--- Listed records ---

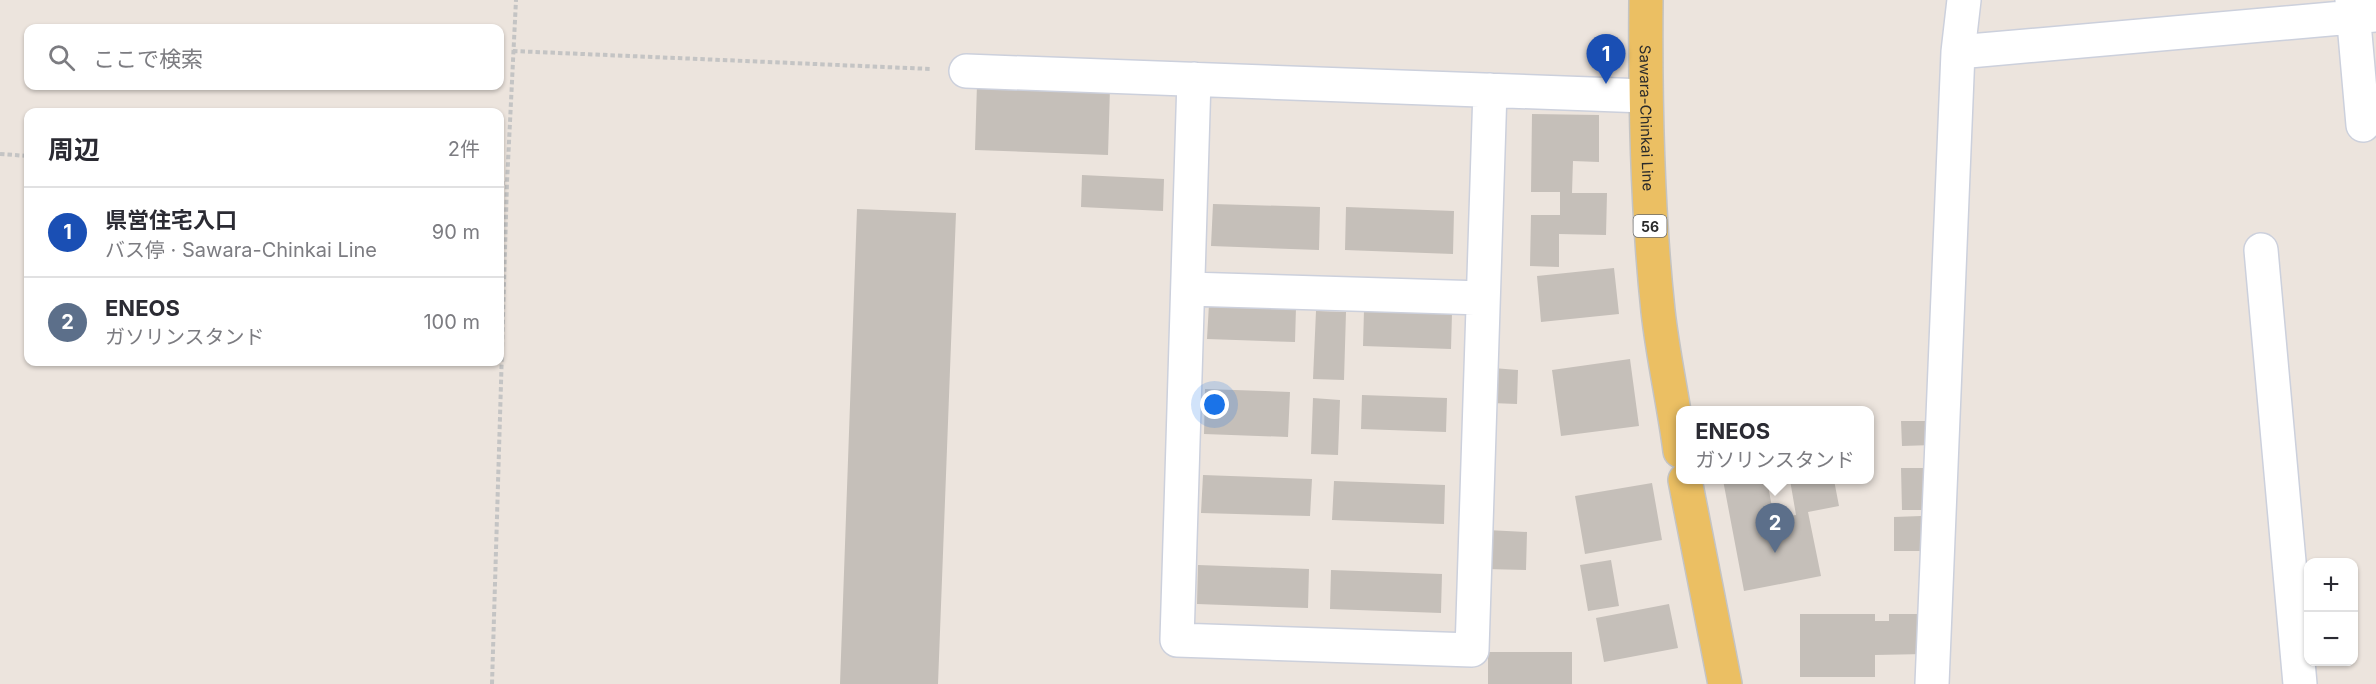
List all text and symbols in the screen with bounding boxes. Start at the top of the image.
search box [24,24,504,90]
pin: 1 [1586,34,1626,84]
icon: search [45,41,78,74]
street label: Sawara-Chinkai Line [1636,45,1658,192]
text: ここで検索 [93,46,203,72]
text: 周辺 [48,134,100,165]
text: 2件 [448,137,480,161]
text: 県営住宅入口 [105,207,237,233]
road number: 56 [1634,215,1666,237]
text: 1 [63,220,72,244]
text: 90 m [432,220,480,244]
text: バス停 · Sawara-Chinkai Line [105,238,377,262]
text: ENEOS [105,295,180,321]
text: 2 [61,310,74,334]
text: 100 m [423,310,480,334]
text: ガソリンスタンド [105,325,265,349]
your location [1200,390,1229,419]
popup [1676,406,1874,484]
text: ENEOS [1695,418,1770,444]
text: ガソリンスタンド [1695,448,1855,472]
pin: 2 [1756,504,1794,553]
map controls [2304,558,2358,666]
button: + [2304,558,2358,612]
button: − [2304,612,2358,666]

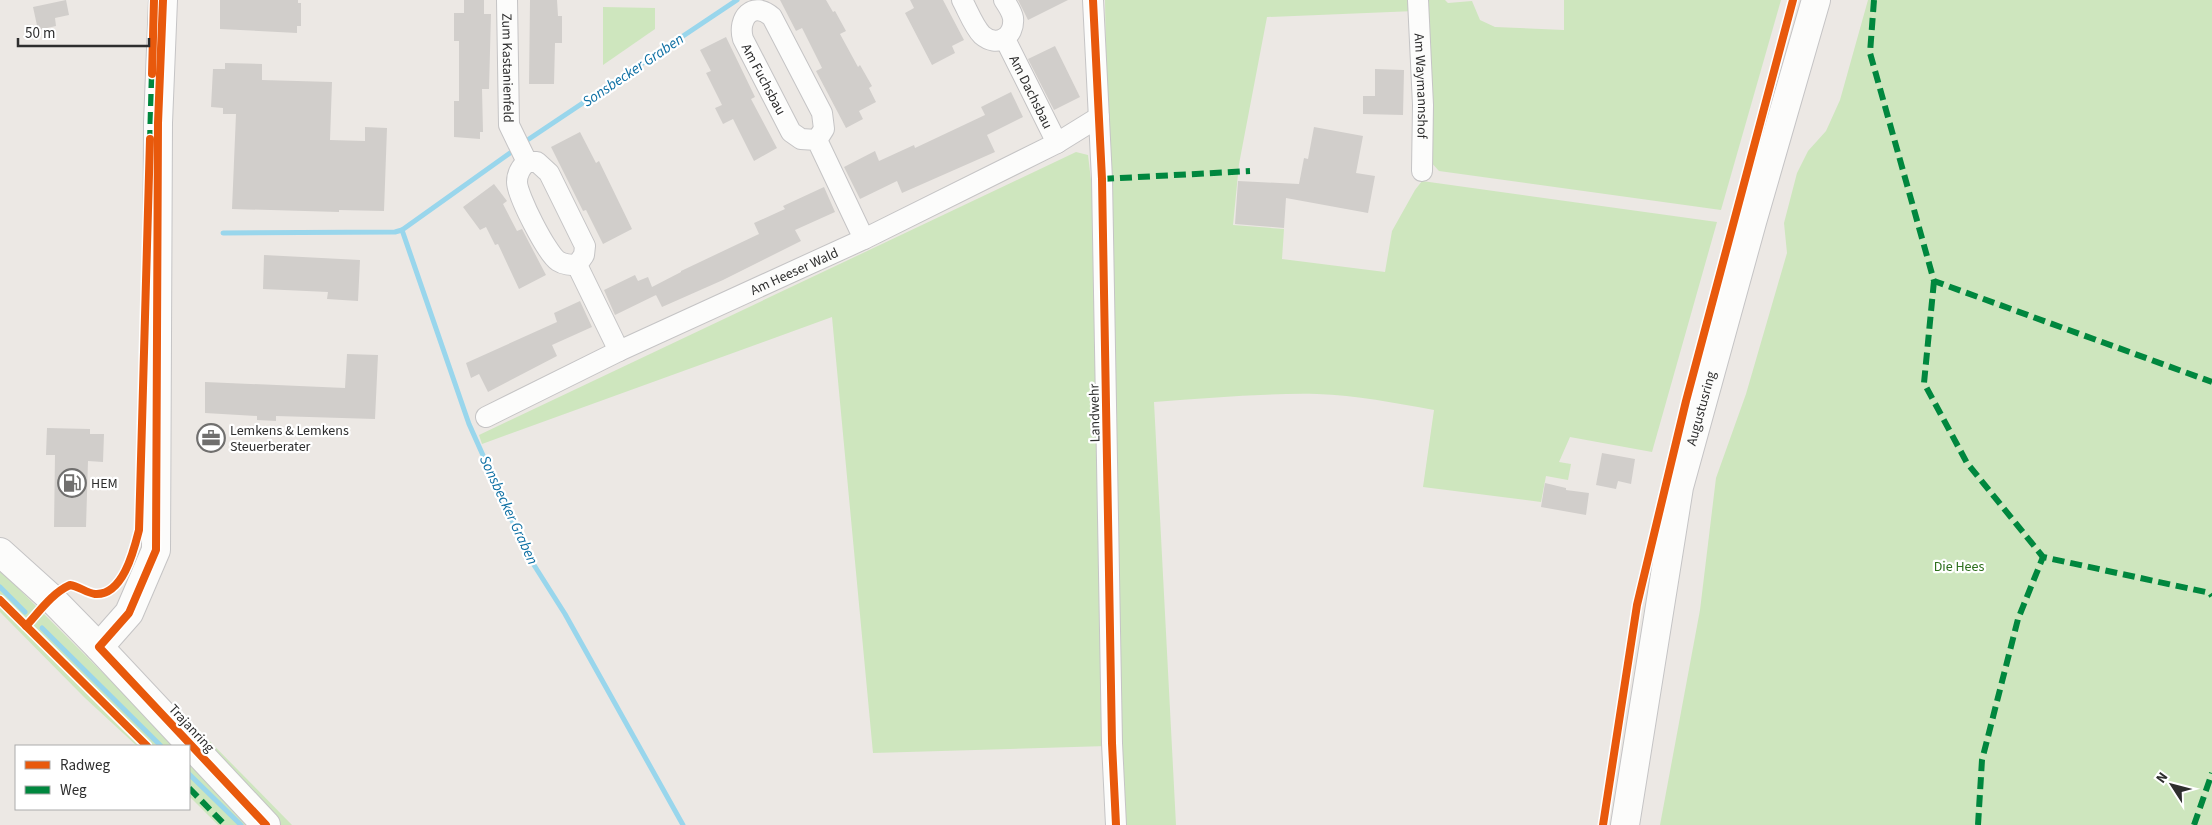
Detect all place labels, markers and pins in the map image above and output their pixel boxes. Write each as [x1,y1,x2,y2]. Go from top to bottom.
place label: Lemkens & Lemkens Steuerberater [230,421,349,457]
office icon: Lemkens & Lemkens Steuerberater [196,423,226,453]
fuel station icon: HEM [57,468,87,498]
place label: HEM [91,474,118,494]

---

=== Work request ===
The required answer is the material repeated exactly, with no images in it.

=== Solution for this exercise ===
List all text and symbols in the screen with bounding boxes. Start at the top of the image.
search box [24,24,504,90]
pin: 1 [1586,34,1626,84]
icon: search [45,41,78,74]
street label: Sawara-Chinkai Line [1636,45,1658,192]
text: ここで検索 [93,46,203,72]
text: 周辺 [48,134,100,165]
text: 2件 [448,137,480,161]
text: 県営住宅入口 [105,207,237,233]
road number: 56 [1634,215,1666,237]
text: 1 [63,220,72,244]
text: 90 m [432,220,480,244]
text: バス停 · Sawara-Chinkai Line [105,238,377,262]
text: ENEOS [105,295,180,321]
text: 2 [61,310,74,334]
text: 100 m [423,310,480,334]
text: ガソリンスタンド [105,325,265,349]
your location [1200,390,1229,419]
popup [1676,406,1874,484]
text: ENEOS [1695,418,1770,444]
text: ガソリンスタンド [1695,448,1855,472]
pin: 2 [1756,504,1794,553]
map controls [2304,558,2358,666]
button: + [2304,558,2358,612]
button: − [2304,612,2358,666]

Detect all place labels, markers and pins in the map image above and output their pixel boxes. Write each as [x1,y1,x2,y2]. Go from top to bottom.
place label: Lemkens & Lemkens Steuerberater [230,421,349,457]
office icon: Lemkens & Lemkens Steuerberater [196,423,226,453]
fuel station icon: HEM [57,468,87,498]
place label: HEM [91,474,118,494]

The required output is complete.